When Waitara's Alf Robson first thought about taking part in the "Ironmaori" event last year there were a lot of excuses.
Ironmaori is staged over half- ironman distances, two-kilometre swim, 90km cycle and 21.1km run, and is designed to encourage Maori to live a healthier lifestyle.
Sport Taranaki has organised a taster event to be held in Waitara in April.
Mr Robson, 46, said he had been keen to do the cycling leg as part of a team and was trying to talk his younger brother into doing the swim, but there were a lot of reasons not to attempt the gruelling event.
"I had started cycling but I was certainly not breaking any speed records."
However, after watching a programme showing previous competitors in the event, some of whom were extremely overweight, his mind was made up.
"By the end of the documentary there were no excuses left," Mr Robson said.
He took part and completed the 90km in the 2012 event.

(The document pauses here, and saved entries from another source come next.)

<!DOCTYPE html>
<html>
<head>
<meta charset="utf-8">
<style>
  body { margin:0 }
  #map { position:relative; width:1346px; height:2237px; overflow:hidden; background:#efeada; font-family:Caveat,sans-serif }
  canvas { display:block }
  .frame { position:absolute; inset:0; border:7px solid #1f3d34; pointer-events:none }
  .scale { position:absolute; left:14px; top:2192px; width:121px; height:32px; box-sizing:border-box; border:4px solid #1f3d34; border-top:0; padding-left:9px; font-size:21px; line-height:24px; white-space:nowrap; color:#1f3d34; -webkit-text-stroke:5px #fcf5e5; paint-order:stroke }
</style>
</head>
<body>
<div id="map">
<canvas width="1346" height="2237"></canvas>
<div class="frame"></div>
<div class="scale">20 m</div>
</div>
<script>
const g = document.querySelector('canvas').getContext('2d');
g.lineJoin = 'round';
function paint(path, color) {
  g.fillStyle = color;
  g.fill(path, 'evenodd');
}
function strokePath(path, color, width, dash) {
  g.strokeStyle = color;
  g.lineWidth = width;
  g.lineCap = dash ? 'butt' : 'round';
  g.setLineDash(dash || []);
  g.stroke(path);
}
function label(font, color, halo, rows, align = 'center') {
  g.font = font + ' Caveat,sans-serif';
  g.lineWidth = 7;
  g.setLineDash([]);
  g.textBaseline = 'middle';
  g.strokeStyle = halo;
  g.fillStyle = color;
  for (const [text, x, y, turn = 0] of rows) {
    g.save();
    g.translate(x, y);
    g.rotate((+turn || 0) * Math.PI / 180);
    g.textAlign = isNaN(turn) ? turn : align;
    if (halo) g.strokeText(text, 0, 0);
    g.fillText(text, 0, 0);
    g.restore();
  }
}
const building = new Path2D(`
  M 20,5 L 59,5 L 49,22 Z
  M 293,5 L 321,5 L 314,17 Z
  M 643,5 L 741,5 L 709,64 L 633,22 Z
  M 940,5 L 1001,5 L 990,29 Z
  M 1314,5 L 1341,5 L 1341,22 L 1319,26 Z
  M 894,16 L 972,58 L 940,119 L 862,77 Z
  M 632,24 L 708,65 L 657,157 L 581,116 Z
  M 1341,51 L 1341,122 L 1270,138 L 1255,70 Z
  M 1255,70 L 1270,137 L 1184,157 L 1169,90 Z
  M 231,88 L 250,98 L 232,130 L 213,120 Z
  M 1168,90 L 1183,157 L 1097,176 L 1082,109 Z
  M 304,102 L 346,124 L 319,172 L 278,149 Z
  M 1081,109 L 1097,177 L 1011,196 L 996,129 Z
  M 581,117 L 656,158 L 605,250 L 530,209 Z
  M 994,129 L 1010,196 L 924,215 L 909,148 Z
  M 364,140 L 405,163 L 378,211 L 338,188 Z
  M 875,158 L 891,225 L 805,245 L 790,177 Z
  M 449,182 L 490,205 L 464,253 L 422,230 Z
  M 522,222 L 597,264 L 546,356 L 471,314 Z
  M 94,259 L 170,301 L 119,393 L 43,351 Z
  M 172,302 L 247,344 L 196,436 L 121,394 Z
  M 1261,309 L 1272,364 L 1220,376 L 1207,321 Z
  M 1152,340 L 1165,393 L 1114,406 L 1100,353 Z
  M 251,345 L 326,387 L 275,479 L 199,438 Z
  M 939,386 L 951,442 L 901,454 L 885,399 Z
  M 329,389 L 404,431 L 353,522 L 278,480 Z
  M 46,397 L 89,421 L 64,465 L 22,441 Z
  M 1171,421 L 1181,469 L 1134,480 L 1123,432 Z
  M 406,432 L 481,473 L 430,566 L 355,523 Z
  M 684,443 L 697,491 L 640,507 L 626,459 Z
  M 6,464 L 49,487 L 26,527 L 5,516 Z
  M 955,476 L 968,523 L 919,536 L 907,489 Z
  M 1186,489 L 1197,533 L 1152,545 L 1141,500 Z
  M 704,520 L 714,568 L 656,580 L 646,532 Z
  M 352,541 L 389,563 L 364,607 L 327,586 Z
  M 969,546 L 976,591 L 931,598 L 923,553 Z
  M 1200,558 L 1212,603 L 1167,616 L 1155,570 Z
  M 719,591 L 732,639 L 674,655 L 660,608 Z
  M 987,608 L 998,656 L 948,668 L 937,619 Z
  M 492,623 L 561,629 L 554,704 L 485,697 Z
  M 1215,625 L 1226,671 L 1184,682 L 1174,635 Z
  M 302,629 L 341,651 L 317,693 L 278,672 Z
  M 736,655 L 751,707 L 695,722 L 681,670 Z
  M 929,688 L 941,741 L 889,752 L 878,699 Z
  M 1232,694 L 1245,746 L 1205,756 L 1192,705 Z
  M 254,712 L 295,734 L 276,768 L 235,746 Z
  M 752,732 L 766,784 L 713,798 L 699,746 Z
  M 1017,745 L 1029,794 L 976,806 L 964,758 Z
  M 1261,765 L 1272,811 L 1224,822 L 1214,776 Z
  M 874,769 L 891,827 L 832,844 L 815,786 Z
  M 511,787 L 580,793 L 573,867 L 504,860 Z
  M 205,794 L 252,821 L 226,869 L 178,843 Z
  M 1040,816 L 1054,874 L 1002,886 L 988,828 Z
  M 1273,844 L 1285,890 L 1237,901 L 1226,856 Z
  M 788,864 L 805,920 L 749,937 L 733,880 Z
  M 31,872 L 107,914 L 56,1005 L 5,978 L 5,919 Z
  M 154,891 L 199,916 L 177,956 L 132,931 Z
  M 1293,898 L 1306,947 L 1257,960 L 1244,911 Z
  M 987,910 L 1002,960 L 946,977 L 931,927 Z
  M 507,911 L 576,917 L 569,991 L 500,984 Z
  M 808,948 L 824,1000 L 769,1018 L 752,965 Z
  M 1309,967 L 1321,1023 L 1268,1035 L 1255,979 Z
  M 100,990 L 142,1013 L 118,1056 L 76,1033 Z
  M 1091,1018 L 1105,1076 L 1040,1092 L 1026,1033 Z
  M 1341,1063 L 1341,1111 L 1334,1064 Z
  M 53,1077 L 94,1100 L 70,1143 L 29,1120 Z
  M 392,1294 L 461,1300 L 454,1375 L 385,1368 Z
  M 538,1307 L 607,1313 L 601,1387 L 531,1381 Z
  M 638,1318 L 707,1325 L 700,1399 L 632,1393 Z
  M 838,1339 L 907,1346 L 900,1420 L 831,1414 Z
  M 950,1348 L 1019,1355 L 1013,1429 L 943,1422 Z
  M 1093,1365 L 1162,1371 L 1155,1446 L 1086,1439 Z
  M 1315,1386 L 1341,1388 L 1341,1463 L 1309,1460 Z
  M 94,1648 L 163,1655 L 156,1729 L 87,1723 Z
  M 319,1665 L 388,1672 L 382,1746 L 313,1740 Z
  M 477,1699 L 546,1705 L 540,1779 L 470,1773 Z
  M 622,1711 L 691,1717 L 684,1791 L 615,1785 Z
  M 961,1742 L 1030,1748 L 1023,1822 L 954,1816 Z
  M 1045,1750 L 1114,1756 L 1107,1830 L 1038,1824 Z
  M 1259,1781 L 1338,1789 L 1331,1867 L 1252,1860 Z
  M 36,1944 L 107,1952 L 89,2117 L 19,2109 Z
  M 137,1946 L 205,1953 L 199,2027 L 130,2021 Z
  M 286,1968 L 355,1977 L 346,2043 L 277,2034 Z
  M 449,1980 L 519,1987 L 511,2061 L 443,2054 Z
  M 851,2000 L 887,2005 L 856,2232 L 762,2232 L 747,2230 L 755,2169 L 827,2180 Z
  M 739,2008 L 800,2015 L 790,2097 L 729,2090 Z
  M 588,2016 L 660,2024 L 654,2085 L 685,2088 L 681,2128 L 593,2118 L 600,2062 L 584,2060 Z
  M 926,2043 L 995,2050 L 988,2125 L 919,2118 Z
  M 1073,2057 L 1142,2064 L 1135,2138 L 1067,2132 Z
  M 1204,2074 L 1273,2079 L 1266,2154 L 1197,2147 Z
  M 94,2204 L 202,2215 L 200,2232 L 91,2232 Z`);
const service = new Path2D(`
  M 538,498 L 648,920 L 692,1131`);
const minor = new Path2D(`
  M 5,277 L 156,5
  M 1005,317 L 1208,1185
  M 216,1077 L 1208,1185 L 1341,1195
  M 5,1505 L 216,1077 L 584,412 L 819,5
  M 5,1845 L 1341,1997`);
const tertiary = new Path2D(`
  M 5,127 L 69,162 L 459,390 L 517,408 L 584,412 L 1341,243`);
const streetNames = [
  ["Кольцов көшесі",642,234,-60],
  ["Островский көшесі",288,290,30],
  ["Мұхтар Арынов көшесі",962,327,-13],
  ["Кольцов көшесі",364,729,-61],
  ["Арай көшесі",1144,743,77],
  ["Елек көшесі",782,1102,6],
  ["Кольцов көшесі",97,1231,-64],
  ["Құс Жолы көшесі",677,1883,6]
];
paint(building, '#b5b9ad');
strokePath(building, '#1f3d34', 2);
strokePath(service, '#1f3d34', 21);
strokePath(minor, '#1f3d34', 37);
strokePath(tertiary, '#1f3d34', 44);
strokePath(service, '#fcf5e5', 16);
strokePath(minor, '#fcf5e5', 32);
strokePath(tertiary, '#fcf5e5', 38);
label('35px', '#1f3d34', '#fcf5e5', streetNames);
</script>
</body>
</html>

"It was inspirational; all of the competitors were supporting each other and encouraging each other.
"You get to the point where you want to flag it and [are] thinking about getting off the bike, and someone would say 'You can't give up now'; it was just the little bit of juice that you needed to pick you up."

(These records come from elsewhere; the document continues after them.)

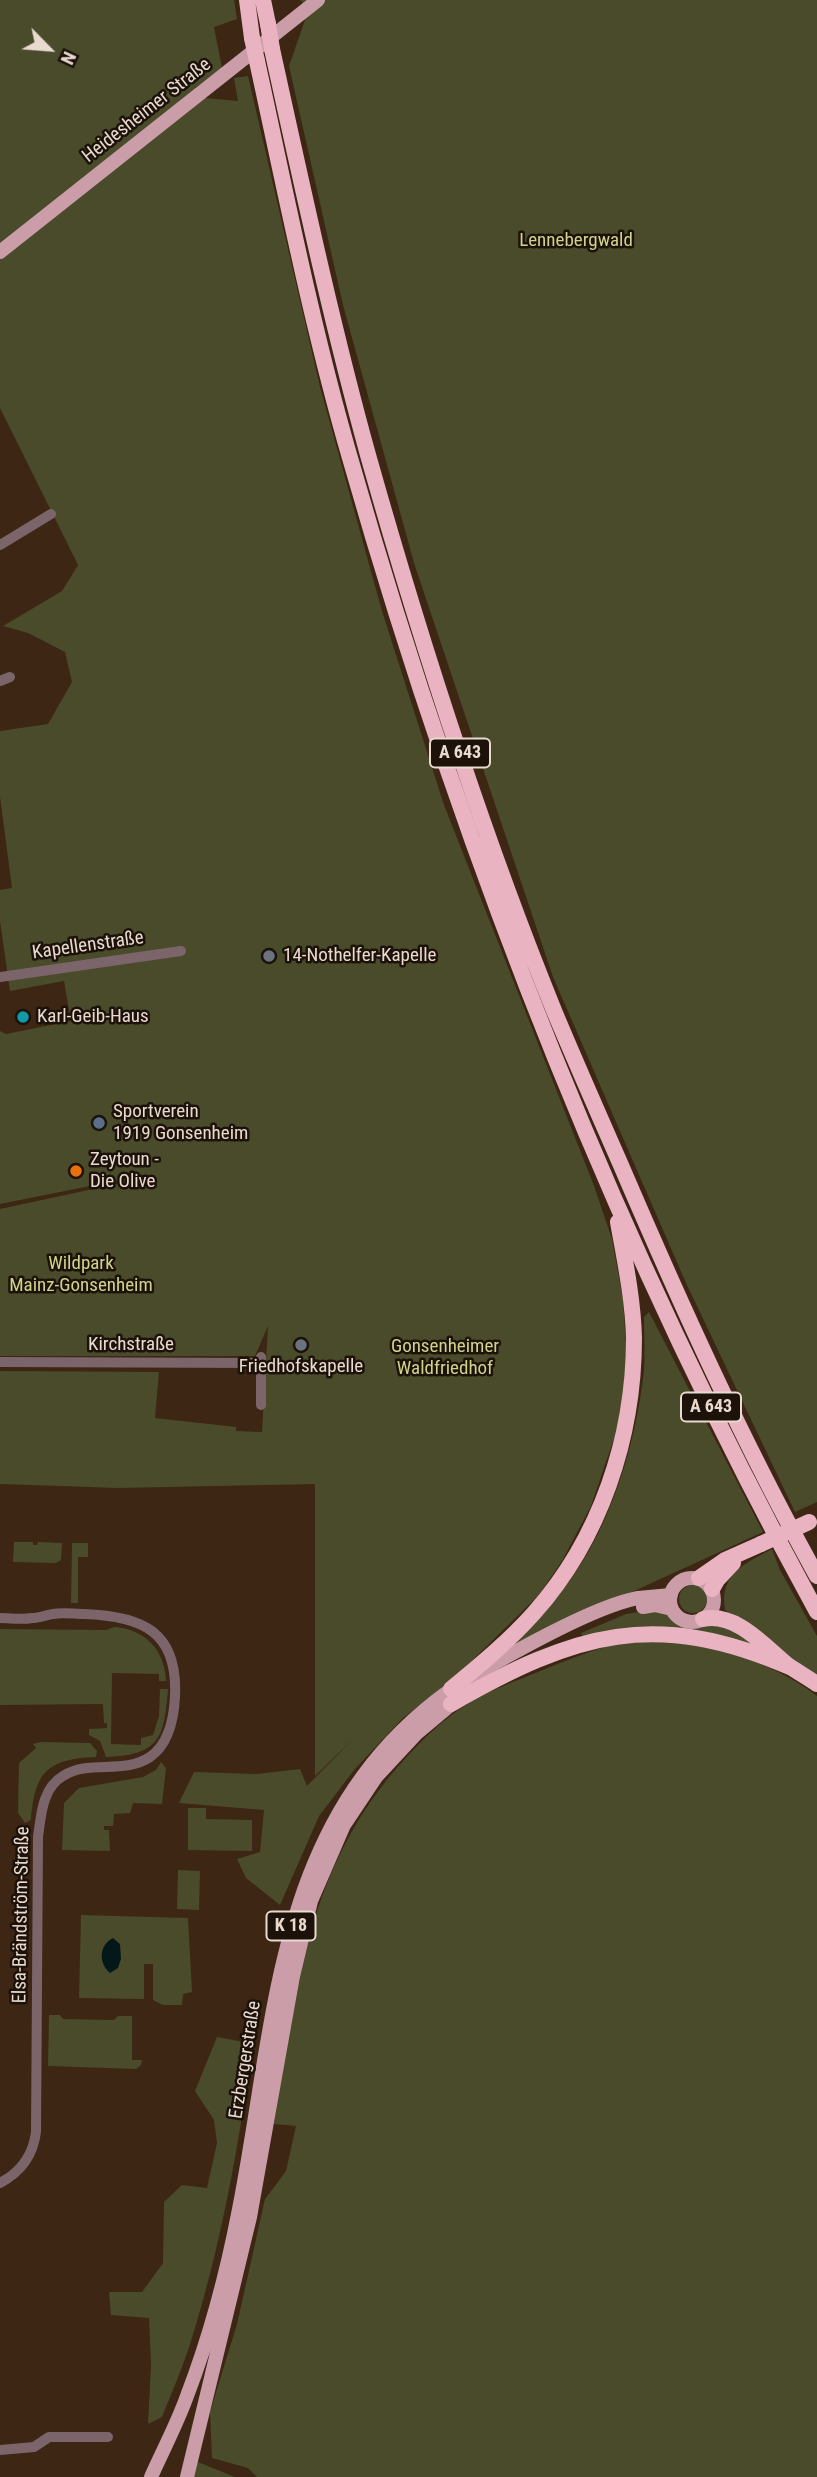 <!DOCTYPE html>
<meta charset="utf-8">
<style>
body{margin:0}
#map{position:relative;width:817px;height:2477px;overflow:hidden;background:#3d2613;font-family:"Roboto Condensed",sans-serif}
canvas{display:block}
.north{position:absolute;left:14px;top:14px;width:70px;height:70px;-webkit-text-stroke:5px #1c120a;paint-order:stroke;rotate:115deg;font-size:19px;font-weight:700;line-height:28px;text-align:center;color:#e9dacf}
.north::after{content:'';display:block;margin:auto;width:24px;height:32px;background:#e9dacf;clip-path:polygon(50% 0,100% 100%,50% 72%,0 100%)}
</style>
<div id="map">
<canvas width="817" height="2477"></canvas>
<div class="north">N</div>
</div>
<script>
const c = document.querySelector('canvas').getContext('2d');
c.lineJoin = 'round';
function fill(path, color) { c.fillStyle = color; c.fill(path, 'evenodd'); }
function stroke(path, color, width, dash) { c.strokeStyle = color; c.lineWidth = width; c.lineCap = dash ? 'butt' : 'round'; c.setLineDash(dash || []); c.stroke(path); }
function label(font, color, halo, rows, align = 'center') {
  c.font = font + ' "Roboto Condensed",sans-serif'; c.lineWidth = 5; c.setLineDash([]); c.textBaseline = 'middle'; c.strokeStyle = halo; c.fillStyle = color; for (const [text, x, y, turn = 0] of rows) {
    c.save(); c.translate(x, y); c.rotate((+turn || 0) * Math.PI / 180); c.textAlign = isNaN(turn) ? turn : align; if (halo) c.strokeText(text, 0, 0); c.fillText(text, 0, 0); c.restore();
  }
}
const green = new Path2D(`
 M0,0H234L237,19L214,27L222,68L195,88L206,98L238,101L234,78L248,76L320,387L382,611L444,805L593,1183L612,1239L623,1299L627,1361L621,1418L591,1506L562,1561L539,1595L452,1680L403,1718L355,1769L319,1816L280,1905L246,1878L237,1859L260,1852L264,1810L179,1803L194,1772L256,1774L300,1769L307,1786L353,1739L315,1776V1484L118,1488L0,1484V1371L159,1372L155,1418L236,1427V1431L262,1432L268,1326L255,1356H0V1209L121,1183L120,1180L0,1204V1031L6,1034L71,1021L64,981L10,991L0,921V890L12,888L0,797V731L48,724L72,682L65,652L28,633L3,626L62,591L78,565L0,408Z
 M299,0H817V1502L795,1512L686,1283L553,977L414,563L343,305L289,66L305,20L302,1Z
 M649,1312L763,1532L512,1647C527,1629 544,1613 559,1595C609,1533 635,1449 644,1371C645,1353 644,1335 644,1317Z
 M14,1542H33V1545H37L38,1542L62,1543L61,1560L56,1563L13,1562Z
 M72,1543H88V1557H78V1603H71Z
 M772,1549L780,1570L817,1636V1676L725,1610C719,1574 744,1564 772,1549Z
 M679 1599a14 14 0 1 1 28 0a14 14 0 1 1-28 0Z
 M651,1610L667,1613L676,1622L687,1627L720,1623L752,1641L750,1644L711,1633L689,1630L583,1637L581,1633L626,1614Z
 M114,1627C145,1629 165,1650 166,1681H159V1674L112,1673L111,1744L141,1745V1738L153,1735L159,1716L160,1689H168C164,1738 160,1755 106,1757L100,1741L89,1735V1729L107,1728V1723H104L103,1704L0,1705V1629L106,1630Z
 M668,1641C722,1649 773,1662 817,1696V2477H257L248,2468L212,2458L210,2412L237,2324L265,2199L286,2171L296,2126L274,2124C296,1989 307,1867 403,1761C422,1740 442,1720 466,1705C485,1692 508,1684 528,1676C555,1665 581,1654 608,1646L620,1643Z
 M41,1742L90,1743L97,1751L96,1757C47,1759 35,1772 31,1820L25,1823L18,1813L19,1763L36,1748L33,1744Z
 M161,1762L166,1768L162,1804L133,1803L130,1813L114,1814L113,1826H104V1830H109L110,1851L62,1850L64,1803L79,1788L143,1777L156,1770Z
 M188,1808H206V1819L252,1820V1851L188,1850Z
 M178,1870L200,1871L199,1910L177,1909Z
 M81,1915L188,1918L192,1992L183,1994L182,2005H163L153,2000V1964H144V1999L79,1998Z
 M49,2015H60L63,2019L114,2020L118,2016H132V2060H142L141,2065L136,2069L48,2066Z
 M217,2037L239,2041L252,2051C238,2149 221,2246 191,2341C183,2367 172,2392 162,2417L148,2424L151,2365L149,2318L111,2315L109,2292H142L163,2263L164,2202L182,2185L207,2188L217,2143L214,2120L195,2091Z
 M198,2462L235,2477H193Z`);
const water = new Path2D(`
 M113,1938L120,1944L121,1959L118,1968L110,1973C98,1963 99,1945 113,1938Z`);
const minor = new Path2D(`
 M0,545L51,514
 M0,681L10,677
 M0,977L181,951
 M0,1362L261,1363
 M261,1405V1357
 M0,1618C10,1618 22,1620 32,1618C39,1618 46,1615 53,1614C63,1612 74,1614 84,1614C143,1616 178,1632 175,1696C174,1718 169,1744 150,1757C123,1775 89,1759 63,1776C42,1788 41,1816 38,1837L36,2132C33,2156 21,2172 0,2183
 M0,2450L34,2447L49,2437H108`);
const major = new Path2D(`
 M0,252L318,0
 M670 1600a22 22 0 1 1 44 0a22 22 0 1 1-44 0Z
 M643,1607L655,1605L672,1609
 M151,2477C163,2450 177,2424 187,2396C210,2336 227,2272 239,2209C277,2018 274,1817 449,1691C467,1678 487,1668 506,1657C540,1638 601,1605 638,1598C649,1597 660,1596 671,1595
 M187,2477L250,2217L293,1976L311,1901L344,1825L376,1777L416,1734L459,1698`);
const highway = new Path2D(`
 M247,0L252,38
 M263,0L268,24
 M272,49C302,185 331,321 368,455C421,643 481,831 555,1013C576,1063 598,1113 620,1163C680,1303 743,1443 817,1576
 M257,61C286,194 312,327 350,458C464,858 617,1247 817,1612
 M699,1578L725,1560L761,1544
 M712,1589L717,1580L733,1563
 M703,1619C737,1612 765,1647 789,1666C798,1672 808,1678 817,1684
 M451,1689C480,1665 509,1641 534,1613C600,1539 634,1438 634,1338C633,1299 625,1261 618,1222
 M451,1704C575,1633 655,1608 792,1668`);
const highwayBridge = new Path2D(`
 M268,24L272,49
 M252,38L257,61
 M761,1544L809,1522`);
const markers = [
 [269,956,7,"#6b7280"],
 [23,1017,7,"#0f9aa8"],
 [99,1123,7,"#5c6f8a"],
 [76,1171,7,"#e8710a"],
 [301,1345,7,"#6b7280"]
];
const shields = [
 [460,753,60],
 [711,1407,60],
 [291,1926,49]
];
const shieldNames = [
 ["A 643",460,753],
 ["A 643",711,1407],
 ["K 18",291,1926]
];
const streetNames = [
 ["Heidesheimer Straße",147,111,-38],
 ["Kapellenstraße",88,946,-8],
 ["Kirchstraße",131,1345],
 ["Elsa-Brändström-Straße",22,1915,-89],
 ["Erzbergerstraße",246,2060,-81]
];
const parkNames = [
 ["Lennebergwald",576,241],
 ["Wildpark",81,1264],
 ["Mainz-Gonsenheim",81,1286],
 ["Gonsenheimer",445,1347],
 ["Waldfriedhof",445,1369]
];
const poiNames = [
 ["14-Nothelfer-Kapelle",283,956],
 ["Karl-Geib-Haus",37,1017],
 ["Sportverein",113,1112],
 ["1919 Gonsenheim",113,1134],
 ["Zeytoun -",90,1160],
 ["Die Olive",90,1182],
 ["Friedhofskapelle",301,1367,"center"]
];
fill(green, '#494b2b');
fill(water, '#051819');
stroke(minor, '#7b656b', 10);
stroke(major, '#ca9da9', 14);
stroke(highway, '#e9b3c2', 16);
stroke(highwayBridge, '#e9b3c2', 16);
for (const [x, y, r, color] of markers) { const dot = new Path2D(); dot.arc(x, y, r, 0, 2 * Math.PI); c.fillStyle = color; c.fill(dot); stroke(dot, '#1c120a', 2.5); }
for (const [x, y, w] of shields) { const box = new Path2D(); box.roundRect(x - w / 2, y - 14.5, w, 29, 5); c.fillStyle = '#1c120a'; c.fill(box); stroke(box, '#e9dacf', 2); }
label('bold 18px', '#e9dacf', null, shieldNames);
label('19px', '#e9dacf', '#1c120a', streetNames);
label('19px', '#cfd48a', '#1c120a', parkNames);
label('19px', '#e9dacf', '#1c120a', poiNames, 'left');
</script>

Mr Robson, who was cycling up to 100km a week in training, said he was overwhelmed by a mix of euphoria and emotions when he crossed the line.
"Mate, it was like winning an Olympic gold medal."
He now wants to do the entire event solo.
"I jumped in the pool the other morning and I couldn't swim two metres but I couldn't bike two metres two years ago."
Ironmaori was the brainchild of Heather Skipworth and Missy Mackey and was first run in 2009.
The Waitara event, to be held on April 6, will not be run over the half-ironman distances. It will involve a 300m swim, 10km cycle and 2.5km walk or run, or competitors can double it up for more of a challenge.
A shorter event will be held for children aged 7 to 12 on Friday, April 5.
Sport Taranaki chief executive Howie Tamati said it was a real coup to be able to hold the event.
"This is not an elite event; it is all about changing your lifestyle," Mr Tamati said.
It was not aimed at hardcore athletes but at getting ordinary people engaged in exercise.
"Getting them off the couch in a way that has been proven to be really beneficial and successful to people.
"They can compete as an individual, they can compete as a team or they can compete as an iwi or whanau."
Mr Tamati said the event was open to anybody, not just Maori, but urged people to register as soon as possible to avoid disappointment.